MSalters almost 13 years

It's a simple method to almost double the precision, by using two summation variables sum and c of differing magnitude. It can be trivially extended to N variables.
Steve Jessop almost 13 years

@Jerry: yep, that's what Neil said, although he didn't specify a priority queue. It doesn't maximize accuracy, it's killed by {1 billionth, 1, -1}, a case constructed specifically to have the property that if your first addition involves the tiny value, you lose.
Konrad Rudolph almost 13 years

@ChrisA. well you can explicitly control this on all compilers that count (e.g. via -ffast-math on GCC).
Steve Jessop almost 13 years

Kahan still has limited precision, but to construct a killer case you need both the main sum and the error accumulator c to contain values much bigger than the next summand. This means the summand is much, much smaller than the main sum, so there are going to have to be an awful lot of them to add up to much. Especially with double arithmetic.
Jerry Coffin almost 13 years

@Steve: sorry, I didn't look back quite far enough, and missed that.
Chris A. almost 13 years

@Konrad Rudolph thanks for pointing out that this is a possible optimization with -ffast-math. What I learned from this discussion and this link, is that if you care about numerical accuracy you should probably avoid using -ffast-math but that in many applications where you may be CPU-bound but don't care about precise numerical computations, (game programming for instance), -ffast-math is reasonable to use. Thus, I'd like to ammend my strongly worded "banned" comment.
NPE almost 13 years

@Inverse: There are still brick-and-mortar libraries around. Alternatively, buying the PDF online costs $5-$15 (depending on whether you're an ACM member).
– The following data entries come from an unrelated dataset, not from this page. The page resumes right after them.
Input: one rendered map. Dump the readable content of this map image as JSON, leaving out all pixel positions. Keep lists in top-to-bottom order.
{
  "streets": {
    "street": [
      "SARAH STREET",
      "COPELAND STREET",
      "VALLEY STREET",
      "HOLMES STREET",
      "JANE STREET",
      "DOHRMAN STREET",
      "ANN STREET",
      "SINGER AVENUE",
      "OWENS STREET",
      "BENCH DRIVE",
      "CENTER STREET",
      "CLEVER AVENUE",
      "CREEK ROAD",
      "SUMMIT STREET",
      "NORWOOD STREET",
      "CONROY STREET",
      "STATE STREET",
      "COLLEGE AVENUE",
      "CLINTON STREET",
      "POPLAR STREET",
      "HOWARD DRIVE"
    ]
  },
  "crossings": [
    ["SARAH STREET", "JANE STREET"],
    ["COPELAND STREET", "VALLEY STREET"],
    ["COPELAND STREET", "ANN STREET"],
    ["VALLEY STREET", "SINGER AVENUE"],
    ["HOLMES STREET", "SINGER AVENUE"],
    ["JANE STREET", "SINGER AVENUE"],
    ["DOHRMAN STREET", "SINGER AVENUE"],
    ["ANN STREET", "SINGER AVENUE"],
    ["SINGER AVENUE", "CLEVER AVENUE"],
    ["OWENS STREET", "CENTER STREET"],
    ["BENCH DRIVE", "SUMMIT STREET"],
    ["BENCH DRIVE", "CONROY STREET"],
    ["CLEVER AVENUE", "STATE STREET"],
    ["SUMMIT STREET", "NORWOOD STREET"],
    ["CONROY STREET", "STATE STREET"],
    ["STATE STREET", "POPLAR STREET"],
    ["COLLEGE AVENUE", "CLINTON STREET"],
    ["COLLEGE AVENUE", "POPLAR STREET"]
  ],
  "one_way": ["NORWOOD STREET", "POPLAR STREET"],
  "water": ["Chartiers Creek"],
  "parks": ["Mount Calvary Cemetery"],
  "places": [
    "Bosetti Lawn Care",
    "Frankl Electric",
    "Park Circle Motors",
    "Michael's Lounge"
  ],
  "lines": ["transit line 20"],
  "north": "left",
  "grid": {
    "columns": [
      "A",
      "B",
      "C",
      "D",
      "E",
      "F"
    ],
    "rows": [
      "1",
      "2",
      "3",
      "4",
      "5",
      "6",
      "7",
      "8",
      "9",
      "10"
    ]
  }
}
Lastly, DeepDyve seem to be offering to lend the paper for 24 hours for $2.99 (if you're new to DeepDyve, you might even be able to get it for free as part of their free trial): deepdyve.com/lp/acm/…
Pascal Cuoq over 9 years

“That will give you more additional precision than any other technique can” Do you realize that your answer comes more than one year after an earlier late answer that described how to use exact summation?
Jeff Hammond about 9 years

The "long double" type is horrible and you shouldn't use it.
G. Cohen about 5 years

Using double precision variables for sum, c, t, y will help. You also need to add sum -= c at before return sum.
ZachB over 4 years

This sounds somewhat like the method of Malcolm 1971 or, more so, its variant that uses the exponent by Demmel and Hida ("Algorithm 3"). There's another algorithm out there that does a carry-based loop like yours, but I can't find it at the moment.
rcgldr over 4 years

@ZachB - the concept is similar to bottom up merge sort for linked list, which also uses a small array, where array[i] points to list with 2^i nodes. I don't know how far back this goes. In my case, it was self discovery back in the 1970's.